Is Electrifying the Car Industry Worth It? 


Cyrus Bokaie, Contributor

Transportation accounts for 16% of all global greenhouse gas emissions. With the growing issue of climate change, there has been an amplified focus to lower this number with the hope of saving our planet for future generations. One of the most popular potential solutions is to switch from fossil fuels to electricity as means to power our cars, and do this for transportation as a whole. Though widely accepted, this proposed solution presents many issues that have so far remained unresolved. 

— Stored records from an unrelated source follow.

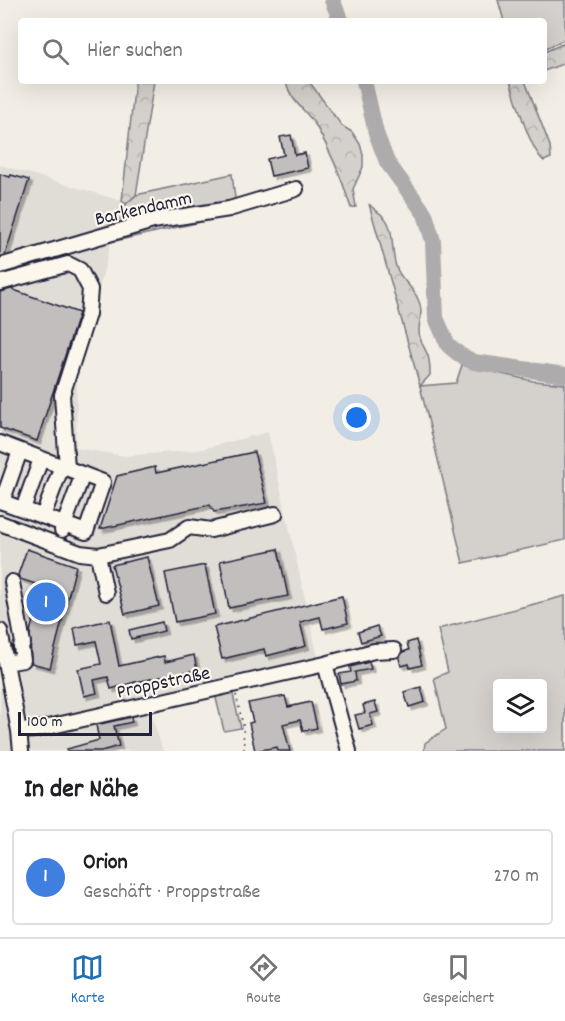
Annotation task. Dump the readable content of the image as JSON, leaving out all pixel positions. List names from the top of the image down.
{
  "streets": {
    "street": ["Barkendamm", "Proppstraße"]
  },
  "scale_bar": "100 m",
  "page": {
    "search": "Hier suchen",
    "pins": "1",
    "scale": "100 m",
    "heading": "In der Nähe",
    "list": [
      {
        "mark": "1",
        "name": "Orion",
        "note": "Geschäft · Proppstraße",
        "value": "270 m"
      }
    ],
    "nav": ["Karte", "Route", "Gespeichert"]
  }
}
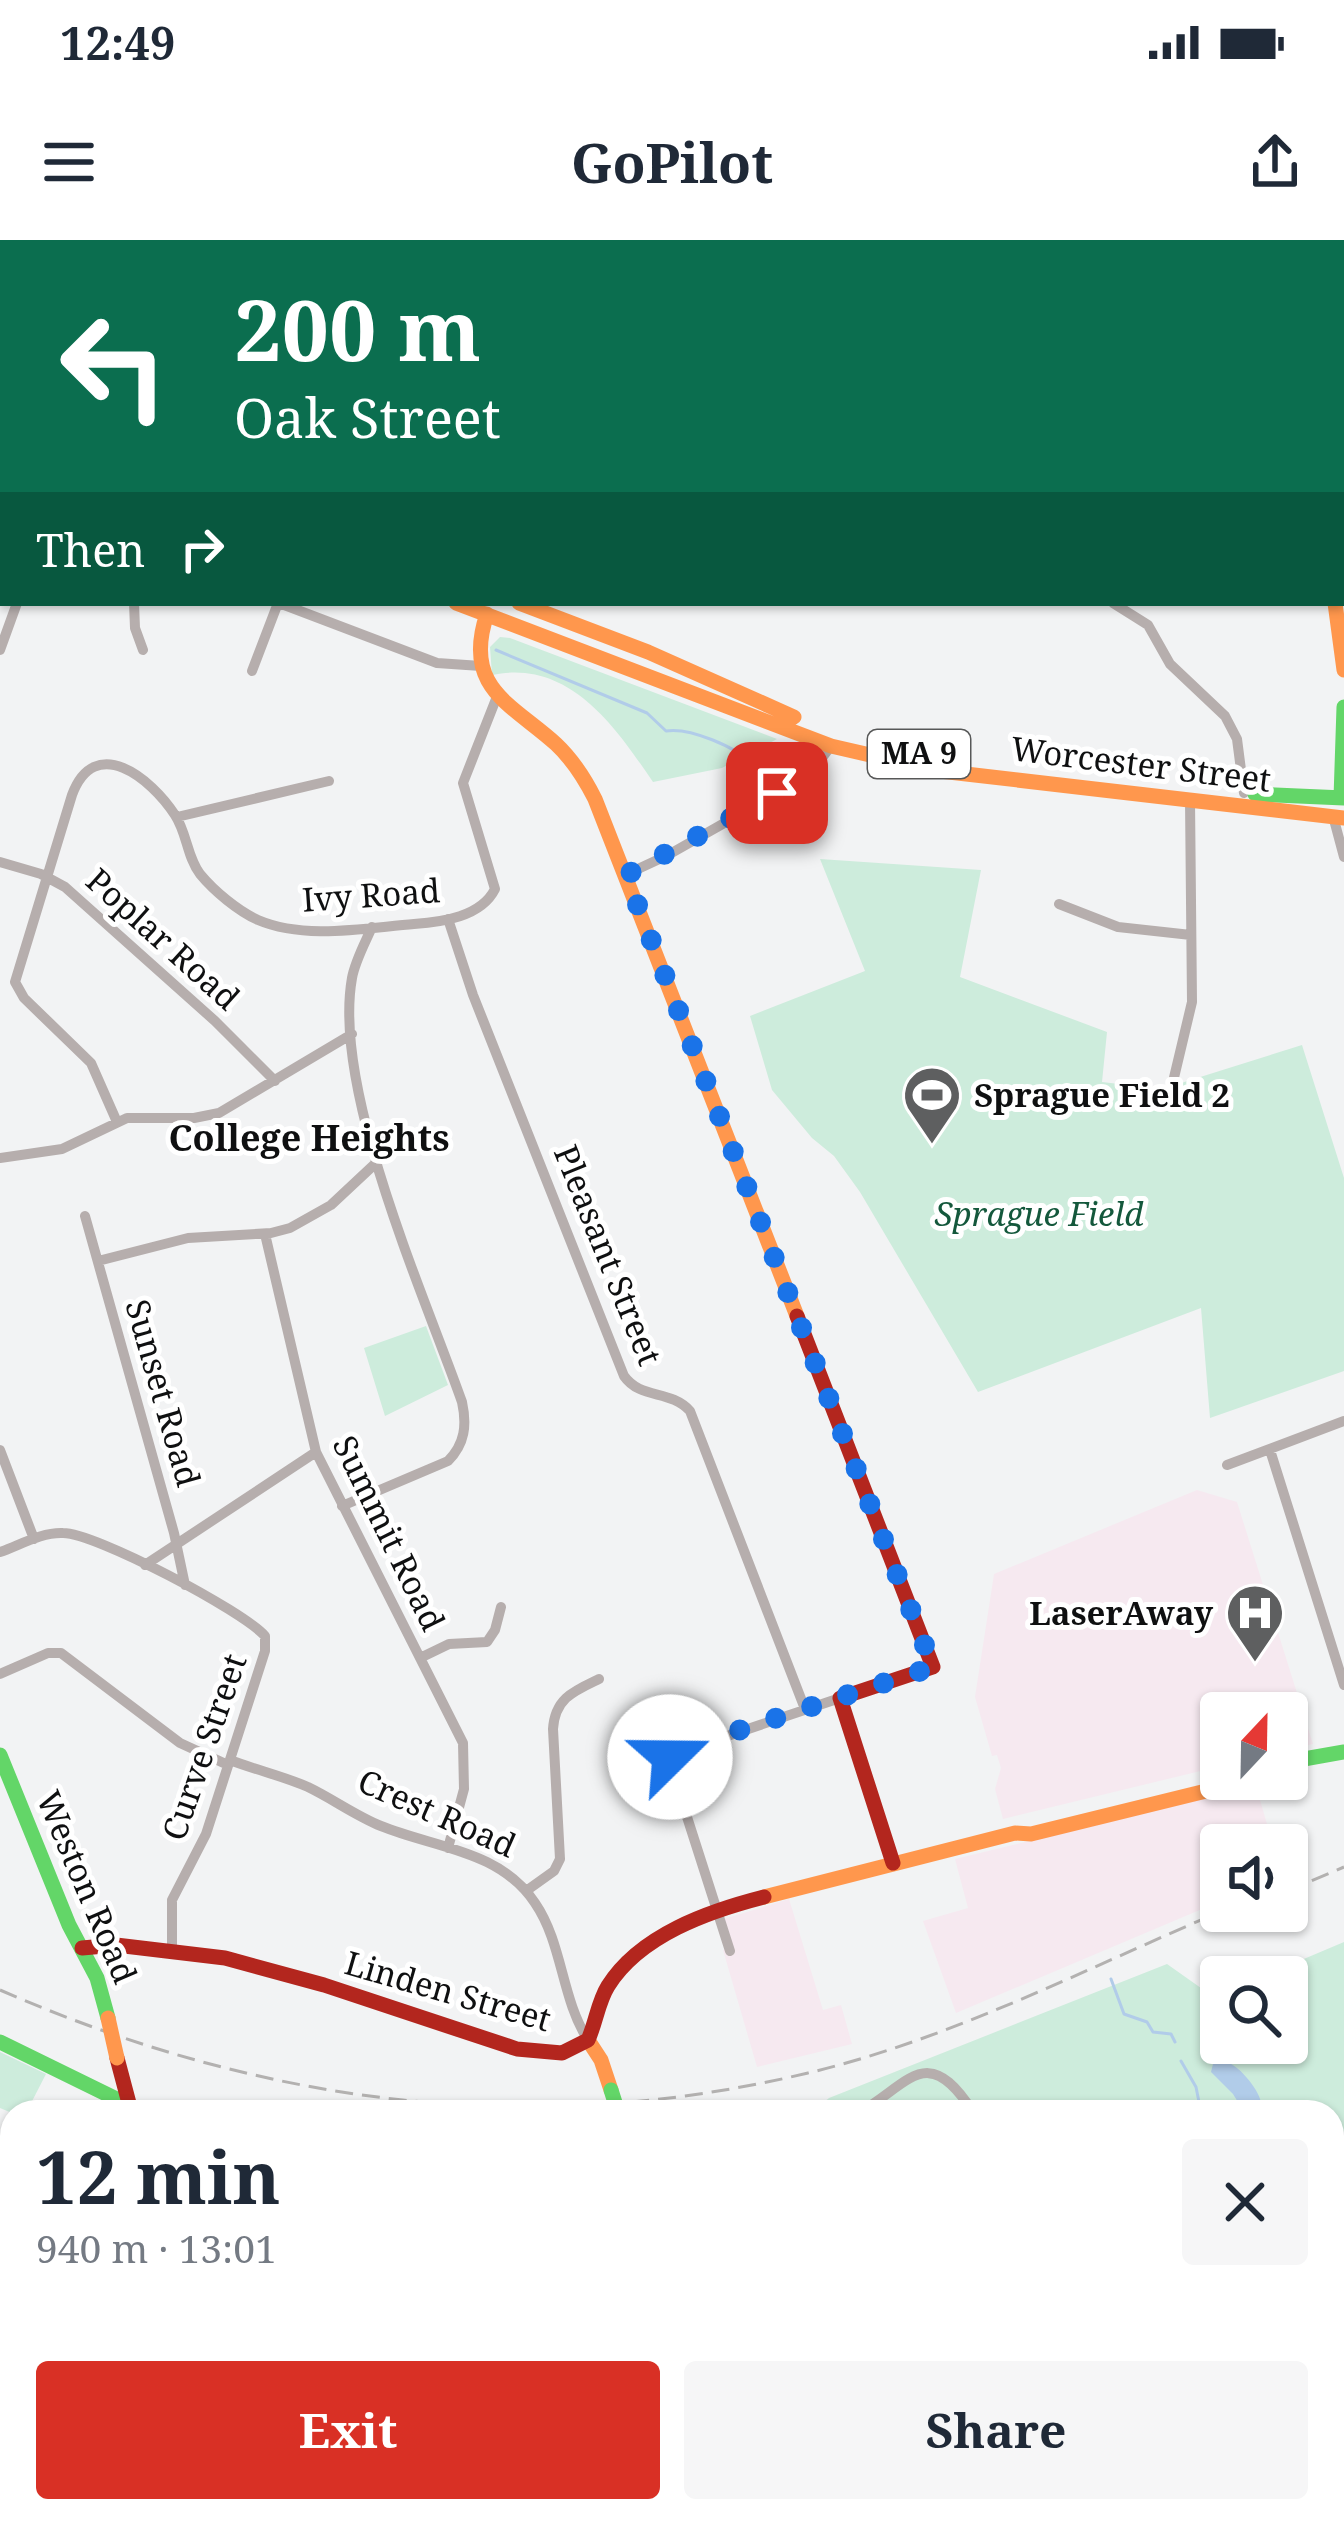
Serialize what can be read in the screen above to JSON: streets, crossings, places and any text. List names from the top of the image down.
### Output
{
  "streets": {
    "main road": [
      "MA 9",
      "Worcester Street",
      "Crest Road",
      "Weston Road",
      "Linden Street"
    ],
    "street": [
      "Ivy Road",
      "Poplar Road",
      "Pleasant Street",
      "Sunset Road",
      "Summit Road",
      "Curve Street"
    ]
  },
  "crossings": [
    ["Ivy Road", "Poplar Road"],
    ["Ivy Road", "Pleasant Street"],
    ["Sunset Road", "Curve Street"],
    ["Summit Road", "Crest Road"],
    ["Curve Street", "Crest Road"],
    ["Curve Street", "Linden Street"],
    ["Crest Road", "Linden Street"],
    ["Weston Road", "Linden Street"]
  ],
  "districts": ["College Heights"],
  "parks": ["Sprague Field"],
  "places": {
    "sports": ["Sprague Field 2"],
    "hospital": ["LaserAway"]
  },
  "north": "top",
  "page": {
    "status": "12:49",
    "header": "GoPilot",
    "turn": ["200 m", "Oak Street"],
    "then": "Then",
    "heading": ["12 min", "940 m · 13:01"],
    "buttons": ["Exit", "Share"]
  }
}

While using electricity does not create any emissions as opposed to an internal combustion engine, this is not to say that it goes without a carbon footprint. This is due to the fact that power plants burn fossil fuels and coal to create electricity. As stated by, 61% of electricity is made by burning fossil fuels and coal. With this in mind, internal combustion engine(ICE) cars convert just 12-30% of the energy contained in the fossil fuels to mechanical processes, while electric vehicles(EV) cars can convert 80% of the energy provided into movement. At surface level, this debunks the claim that electric cars are worse than gasoline cars, but the issue is far more complex. 

The main portion of carbon emitted from EV’s is the result of extracting raw materials from the earth needed to produce batteries and other components. To produce an electric vehicle, it emits roughly double what the average gas power car emits, between 14 and 7 metric tons of carbon respectively, sometimes reaching 18 metric tons for larger vehicles such as the infamous Tesla Model X. And while ICE cars produce more metric tons of C02 over their lifespan, with an average of 57 metric tons–29 metric tons more than the average EV–this information is presented in a deceiving manner. In reality, the average ICE car, if maintained properly, lasts far longer than an EV, achieving an average of 200,000 miles, compared to an EV’s average of 150,000 miles before the battery loses carrying capacity. And to further level the playing field, according to, the European Union set quotas requiring at least 45% of a car batterys to be recyclable by the time they’re replaced. To meet these quotas, electric vehicle companies are “prematurely taking out batteries from EV’s,” further decreasing the lifespan of electric vehicles. With this figure in mind, EVs’ lifetime emissions are still better than their ICE counterparts, but far more comparable. 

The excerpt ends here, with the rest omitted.